[Raw data]

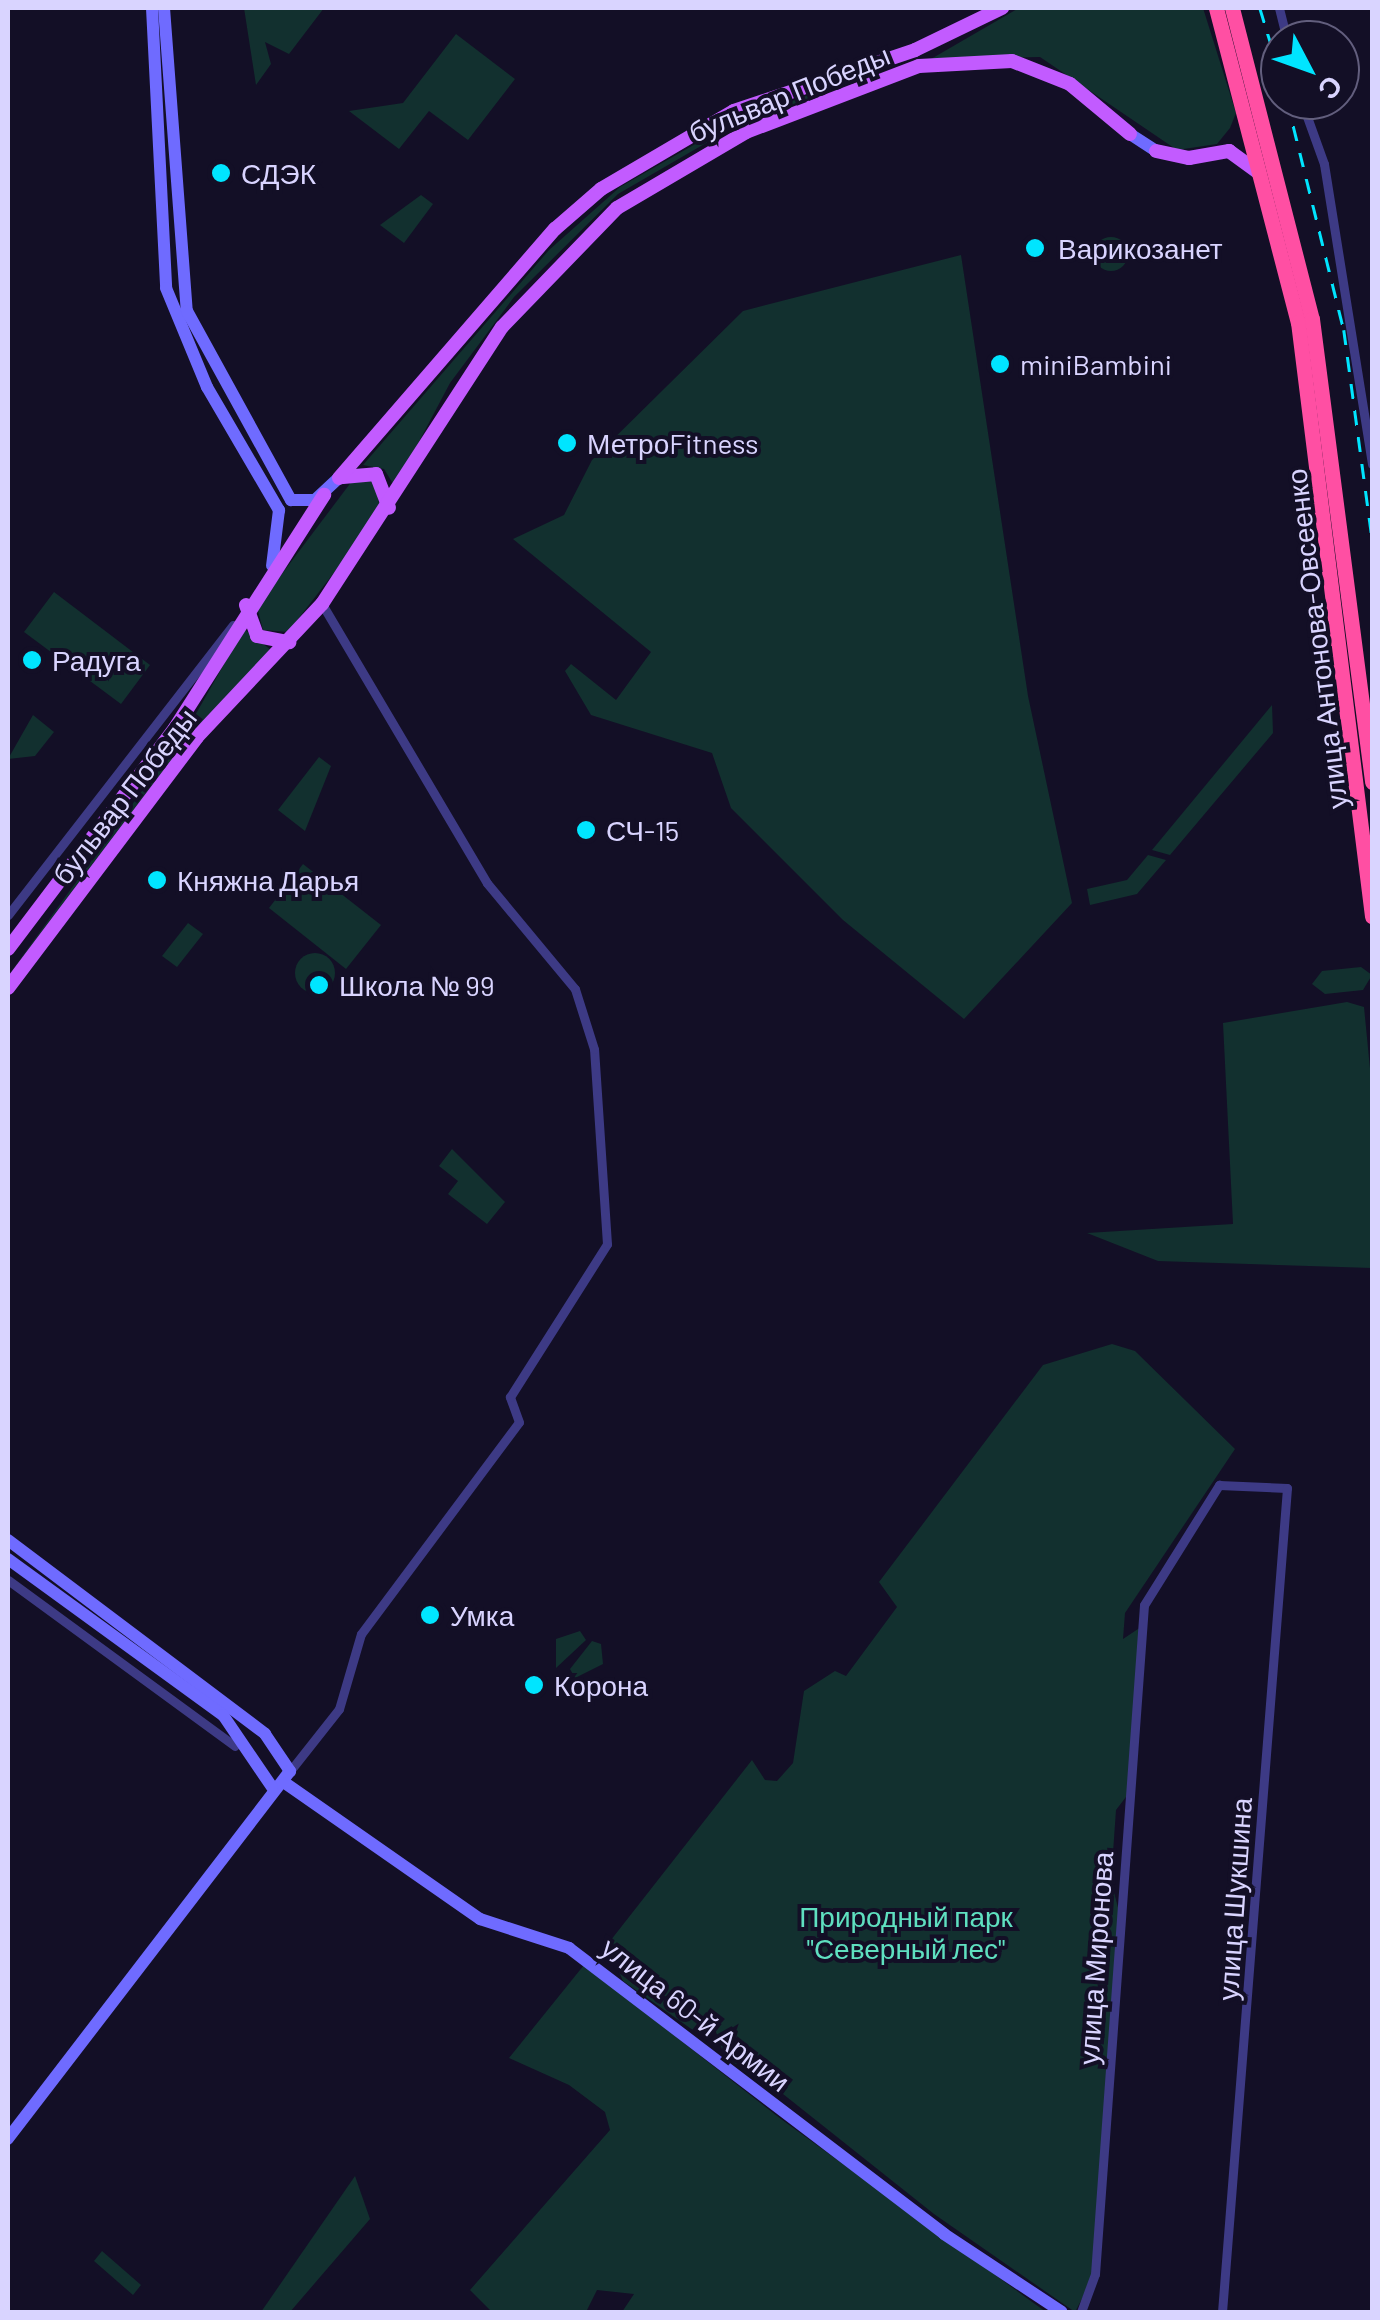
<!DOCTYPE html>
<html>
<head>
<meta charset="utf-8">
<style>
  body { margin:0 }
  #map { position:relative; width:1380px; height:2320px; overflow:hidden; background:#130f26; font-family:Barlow,sans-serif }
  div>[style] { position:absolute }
  .green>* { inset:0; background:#12302f }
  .round { border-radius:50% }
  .street>* { height:9px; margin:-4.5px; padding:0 4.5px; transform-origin:4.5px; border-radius:4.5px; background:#3d3a85 }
  .secondary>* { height:12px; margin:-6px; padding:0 6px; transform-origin:6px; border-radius:6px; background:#6f6bff }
  .primary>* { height:14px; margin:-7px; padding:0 7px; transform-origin:7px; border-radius:7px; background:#c25bff }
  .highway>* { height:15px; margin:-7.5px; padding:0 7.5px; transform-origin:7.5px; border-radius:7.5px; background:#ff4fa3 }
  .rail>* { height:2.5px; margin-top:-1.25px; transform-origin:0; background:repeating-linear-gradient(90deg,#00e5ff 0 15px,transparent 0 27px) }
  .dots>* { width:28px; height:28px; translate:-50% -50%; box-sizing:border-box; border:5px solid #130f26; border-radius:50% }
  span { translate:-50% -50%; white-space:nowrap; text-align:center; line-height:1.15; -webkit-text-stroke:8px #130f26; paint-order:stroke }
  .street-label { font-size:28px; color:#d9d4ff }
  .poi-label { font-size:28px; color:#d9d4ff }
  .left { translate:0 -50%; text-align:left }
  .park-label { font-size:28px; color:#5fe0c0 }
  .frame { position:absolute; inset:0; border:10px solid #d9d4ff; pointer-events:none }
  .north { position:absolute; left:1260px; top:20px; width:100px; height:100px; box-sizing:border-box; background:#130f26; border:2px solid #625e7d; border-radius:50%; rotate:131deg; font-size:28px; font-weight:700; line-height:40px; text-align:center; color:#d9d4ff }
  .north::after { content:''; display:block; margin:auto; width:35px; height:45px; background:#00e5ff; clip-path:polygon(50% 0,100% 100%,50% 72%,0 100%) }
</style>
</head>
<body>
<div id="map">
  <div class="green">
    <i style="clip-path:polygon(244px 8px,324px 8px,289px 54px,265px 42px,271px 64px,256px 85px)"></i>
    <i style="clip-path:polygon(1019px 8px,1203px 8px,1236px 113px,1230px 128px,1217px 144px,1177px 150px,1040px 57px,931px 59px)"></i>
    <i style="clip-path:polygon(456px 34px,515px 79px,468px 140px,429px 111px,399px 149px,349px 111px,403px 103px)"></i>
    <i style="clip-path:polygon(916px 56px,732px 128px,618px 194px,514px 297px,450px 383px,395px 487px,384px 469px,363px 465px,549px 250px,620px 187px,732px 123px)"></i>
    <i style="clip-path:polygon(421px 195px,433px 204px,404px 243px,380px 225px)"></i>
    <i class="round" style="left:1094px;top:237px;width:34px;height:34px"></i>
    <i style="clip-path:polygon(961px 255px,1028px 696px,1072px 903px,964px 1019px,843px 920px,731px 808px,712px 753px,591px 715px,565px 671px,571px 664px,616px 700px,651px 652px,513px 539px,564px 515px,592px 460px,743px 311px)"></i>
    <i style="clip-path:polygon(352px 481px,374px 481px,381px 512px,288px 632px,263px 630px,257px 607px)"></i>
    <i style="clip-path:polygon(54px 592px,150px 665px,121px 704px,24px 632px)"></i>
    <i style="clip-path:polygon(244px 629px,271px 650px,192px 732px,8px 976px,189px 726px)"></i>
    <i style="clip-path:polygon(1272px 705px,1273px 733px,1170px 855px,1152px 850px)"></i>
    <i style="clip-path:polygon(33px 715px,54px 732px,35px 756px,8px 759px)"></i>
    <i style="clip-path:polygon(319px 757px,331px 766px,305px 831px,278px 810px)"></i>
    <i style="clip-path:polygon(1148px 855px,1166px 860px,1137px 894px,1090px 905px,1087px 889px,1127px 880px)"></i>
    <i style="clip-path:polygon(303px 864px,381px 925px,346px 969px,269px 908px)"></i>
    <i style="clip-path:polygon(188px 923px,203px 934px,177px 967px,162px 956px)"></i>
    <i class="round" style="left:295px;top:953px;width:40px;height:40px"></i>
    <i style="clip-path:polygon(1361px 967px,1372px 975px,1363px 990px,1325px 994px,1312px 984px,1322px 971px)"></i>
    <i style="clip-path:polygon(1347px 1002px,1364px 1007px,1372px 1089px,1372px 1268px,1158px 1261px,1087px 1233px,1233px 1224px,1223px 1023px)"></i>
    <i style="clip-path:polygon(452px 1149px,505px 1202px,487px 1224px,448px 1194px,458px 1181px,439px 1166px)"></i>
    <i style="clip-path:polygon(1112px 1344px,1135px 1351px,1235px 1449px,1125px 1613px,1123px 1639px,1141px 1627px,1129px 1793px,1116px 1810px,1111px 1881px,1120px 1915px,1095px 2274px,1075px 2312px,934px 2214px,783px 2094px,788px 2087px,778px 2079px,771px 2091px,724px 2055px,715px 2029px,697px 2033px,623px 1981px,607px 1945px,752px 1760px,765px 1780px,777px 1781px,793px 1763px,804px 1691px,835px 1671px,846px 1676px,897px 1607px,879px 1582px,1043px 1365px)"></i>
    <i style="clip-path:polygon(580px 1631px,586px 1640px,556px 1668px,556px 1639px)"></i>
    <i style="clip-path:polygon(592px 1641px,601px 1644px,603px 1664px,575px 1678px,570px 1669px)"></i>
    <i style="clip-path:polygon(584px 1965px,781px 2119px,1046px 2312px,622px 2312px,634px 2294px,597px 2290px,586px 2312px,492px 2312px,470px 2290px,610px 2130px,605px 2112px,569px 2085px,509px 2058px)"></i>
    <i style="clip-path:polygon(355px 2176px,370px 2219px,290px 2312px,261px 2312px)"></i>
    <i style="clip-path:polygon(102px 2251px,141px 2285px,133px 2295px,94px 2261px)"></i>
  </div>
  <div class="street">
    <i style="left:1279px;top:8px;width:33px;rotate:76deg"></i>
    <i style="left:1301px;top:100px;width:68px;rotate:70.2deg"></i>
    <i style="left:1324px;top:164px;width:304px;rotate:80.9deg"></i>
    <i style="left:8px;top:915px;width:367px;rotate:-52.2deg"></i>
    <i style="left:8px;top:1580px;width:281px;rotate:36.2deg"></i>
    <i style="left:290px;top:1771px;width:79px;rotate:-51.7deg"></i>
    <i style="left:339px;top:1709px;width:78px;rotate:-73.7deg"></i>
    <i style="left:361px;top:1634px;width:264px;rotate:-53.3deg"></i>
    <i style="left:519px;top:1422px;width:27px;rotate:-110deg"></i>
    <i style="left:510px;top:1397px;width:181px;rotate:-57.6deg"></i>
    <i style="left:607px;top:1244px;width:195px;rotate:-93.8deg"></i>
    <i style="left:594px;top:1049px;width:63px;rotate:-107.6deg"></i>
    <i style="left:575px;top:989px;width:138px;rotate:-129.7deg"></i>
    <i style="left:487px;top:883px;width:324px;rotate:-120.6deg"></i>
    <i style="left:1081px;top:2312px;width:40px;rotate:-69.8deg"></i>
    <i style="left:1095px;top:2274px;width:671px;rotate:-85.81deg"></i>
    <i style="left:1144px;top:1605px;width:142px;rotate:-58deg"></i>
    <i style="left:1219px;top:1485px;width:68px;rotate:2.5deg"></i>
    <i style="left:1287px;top:1488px;width:827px;rotate:94.51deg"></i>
  </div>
  <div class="secondary">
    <i style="left:152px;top:8px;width:280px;rotate:87.1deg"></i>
    <i style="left:166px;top:288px;width:107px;rotate:67.5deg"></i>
    <i style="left:207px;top:387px;width:143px;rotate:59.7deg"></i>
    <i style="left:279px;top:510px;width:56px;rotate:97.1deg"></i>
    <i style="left:164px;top:8px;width:304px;rotate:85.7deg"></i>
    <i style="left:187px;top:311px;width:216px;rotate:61.2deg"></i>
    <i style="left:291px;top:500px;width:24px"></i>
    <i style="left:315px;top:500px;width:33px;rotate:-43deg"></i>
    <i style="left:1130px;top:134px;width:31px;rotate:33deg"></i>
    <i style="left:8px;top:1540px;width:322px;rotate:37deg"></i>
    <i style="left:265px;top:1734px;width:45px;rotate:56deg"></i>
    <i style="left:290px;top:1771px;width:464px;rotate:127.5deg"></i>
    <i style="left:8px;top:1559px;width:266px;rotate:36deg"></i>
    <i style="left:223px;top:1715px;width:87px;rotate:55.8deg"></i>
    <i style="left:285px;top:1783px;width:238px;rotate:34.9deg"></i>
    <i style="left:480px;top:1919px;width:94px;rotate:18deg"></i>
    <i style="left:569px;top:1948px;width:472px;rotate:37.3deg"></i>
    <i style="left:944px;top:2234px;width:141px;rotate:33.5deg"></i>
  </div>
  <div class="primary">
    <i style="left:1156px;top:151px;width:34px;rotate:12deg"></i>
    <i style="left:1189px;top:158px;width:41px;rotate:-9.9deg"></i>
    <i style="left:1229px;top:151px;width:37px;rotate:36deg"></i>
    <i style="left:343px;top:477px;width:33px;rotate:-5deg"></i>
    <i style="left:376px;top:474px;width:36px;rotate:69deg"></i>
    <i style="left:339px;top:478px;width:330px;rotate:-49.1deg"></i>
    <i style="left:555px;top:229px;width:61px;rotate:-41deg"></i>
    <i style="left:601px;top:189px;width:154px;rotate:-30.4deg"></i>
    <i style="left:734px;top:111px;width:191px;rotate:-18.6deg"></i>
    <i style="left:915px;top:50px;width:97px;rotate:-25.8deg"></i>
    <i style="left:246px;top:605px;width:33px;rotate:70deg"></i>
    <i style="left:257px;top:636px;width:33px;rotate:11deg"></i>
    <i style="left:8px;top:949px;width:277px;rotate:-52.9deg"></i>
    <i style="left:175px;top:728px;width:277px;rotate:-57.4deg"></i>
    <i style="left:8px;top:988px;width:314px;rotate:-53deg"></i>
    <i style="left:197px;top:737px;width:183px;rotate:-46.8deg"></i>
    <i style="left:322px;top:604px;width:330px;rotate:-57deg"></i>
    <i style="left:502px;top:327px;width:165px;rotate:-46deg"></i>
    <i style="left:617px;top:208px;width:150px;rotate:-30.5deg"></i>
    <i style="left:746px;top:132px;width:185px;rotate:-20.9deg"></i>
    <i style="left:919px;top:66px;width:93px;rotate:-3.1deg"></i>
    <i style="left:1012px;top:61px;width:62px;rotate:21.6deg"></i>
    <i style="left:1070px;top:84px;width:78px;rotate:39.8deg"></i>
  </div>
  <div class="highway">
    <i style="left:1216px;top:8px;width:325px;rotate:75.4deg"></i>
    <i style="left:1298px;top:322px;width:599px;rotate:82.9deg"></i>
    <i style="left:1232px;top:8px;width:321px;rotate:75.6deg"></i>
    <i style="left:1312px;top:319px;width:467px;rotate:82.6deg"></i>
  </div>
  <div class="rail">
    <i style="left:1260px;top:8px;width:68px;rotate:72.9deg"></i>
    <i style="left:1287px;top:100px;width:237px;rotate:76.1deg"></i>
    <i style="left:1344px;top:330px;width:209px;rotate:82.3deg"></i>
  </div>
  <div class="dots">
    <i style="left:221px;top:173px;background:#00e5ff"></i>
    <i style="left:1035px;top:248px;background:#00e5ff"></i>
    <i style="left:1000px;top:364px;background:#00e5ff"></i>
    <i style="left:567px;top:443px;background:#00e5ff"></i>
    <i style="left:32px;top:660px;background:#00e5ff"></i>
    <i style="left:586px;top:830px;background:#00e5ff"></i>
    <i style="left:157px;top:880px;background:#00e5ff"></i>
    <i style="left:319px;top:985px;background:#00e5ff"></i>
    <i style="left:430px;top:1615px;background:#00e5ff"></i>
    <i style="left:534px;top:1685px;background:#00e5ff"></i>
  </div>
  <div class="street-label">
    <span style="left:789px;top:93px;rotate:-22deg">бульвар Победы</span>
    <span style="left:1316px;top:639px;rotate:-97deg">улица Антонова-Овсеенко</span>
    <span style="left:124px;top:796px;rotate:-52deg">бульвар Победы</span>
    <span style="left:1234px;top:1899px;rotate:-86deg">улица Шукшина</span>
    <span style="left:1095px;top:1958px;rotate:-86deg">улица Миронова</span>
    <span style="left:696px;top:2014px;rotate:38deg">улица 60-й Армии</span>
  </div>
  <div class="poi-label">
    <span class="left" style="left:241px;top:173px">СДЭК</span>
    <span class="left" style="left:1058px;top:248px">Варикозанет</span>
    <span class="left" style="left:1020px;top:364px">miniBambini</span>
    <span class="left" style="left:587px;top:443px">МетроFitness</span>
    <span class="left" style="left:52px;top:660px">Радуга</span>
    <span class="left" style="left:606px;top:830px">СЧ-15</span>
    <span class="left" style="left:177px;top:880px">Княжна Дарья</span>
    <span class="left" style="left:339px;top:985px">Школа № 99</span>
    <span class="left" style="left:450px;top:1615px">Умка</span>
    <span class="left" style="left:554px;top:1685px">Корона</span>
  </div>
  <div class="park-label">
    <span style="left:906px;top:1932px">Природный парк<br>"Северный лес"</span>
  </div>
  <div class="frame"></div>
  <div class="north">С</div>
</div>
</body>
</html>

[/Raw data]

The lines from the top of the data above through the one holding "width:28px; height:28px; translate:-50%" are to be repeated exactly, and only those, with no pictures.

Response:
<!DOCTYPE html>
<html>
<head>
<meta charset="utf-8">
<style>
  body { margin:0 }
  #map { position:relative; width:1380px; height:2320px; overflow:hidden; background:#130f26; font-family:Barlow,sans-serif }
  div>[style] { position:absolute }
  .green>* { inset:0; background:#12302f }
  .round { border-radius:50% }
  .street>* { height:9px; margin:-4.5px; padding:0 4.5px; transform-origin:4.5px; border-radius:4.5px; background:#3d3a85 }
  .secondary>* { height:12px; margin:-6px; padding:0 6px; transform-origin:6px; border-radius:6px; background:#6f6bff }
  .primary>* { height:14px; margin:-7px; padding:0 7px; transform-origin:7px; border-radius:7px; background:#c25bff }
  .highway>* { height:15px; margin:-7.5px; padding:0 7.5px; transform-origin:7.5px; border-radius:7.5px; background:#ff4fa3 }
  .rail>* { height:2.5px; margin-top:-1.25px; transform-origin:0; background:repeating-linear-gradient(90deg,#00e5ff 0 15px,transparent 0 27px) }
  .dots>* { width:28px; height:28px; translate:-50% -50%; box-sizing:border-box; border:5px solid #130f26; border-radius:50% }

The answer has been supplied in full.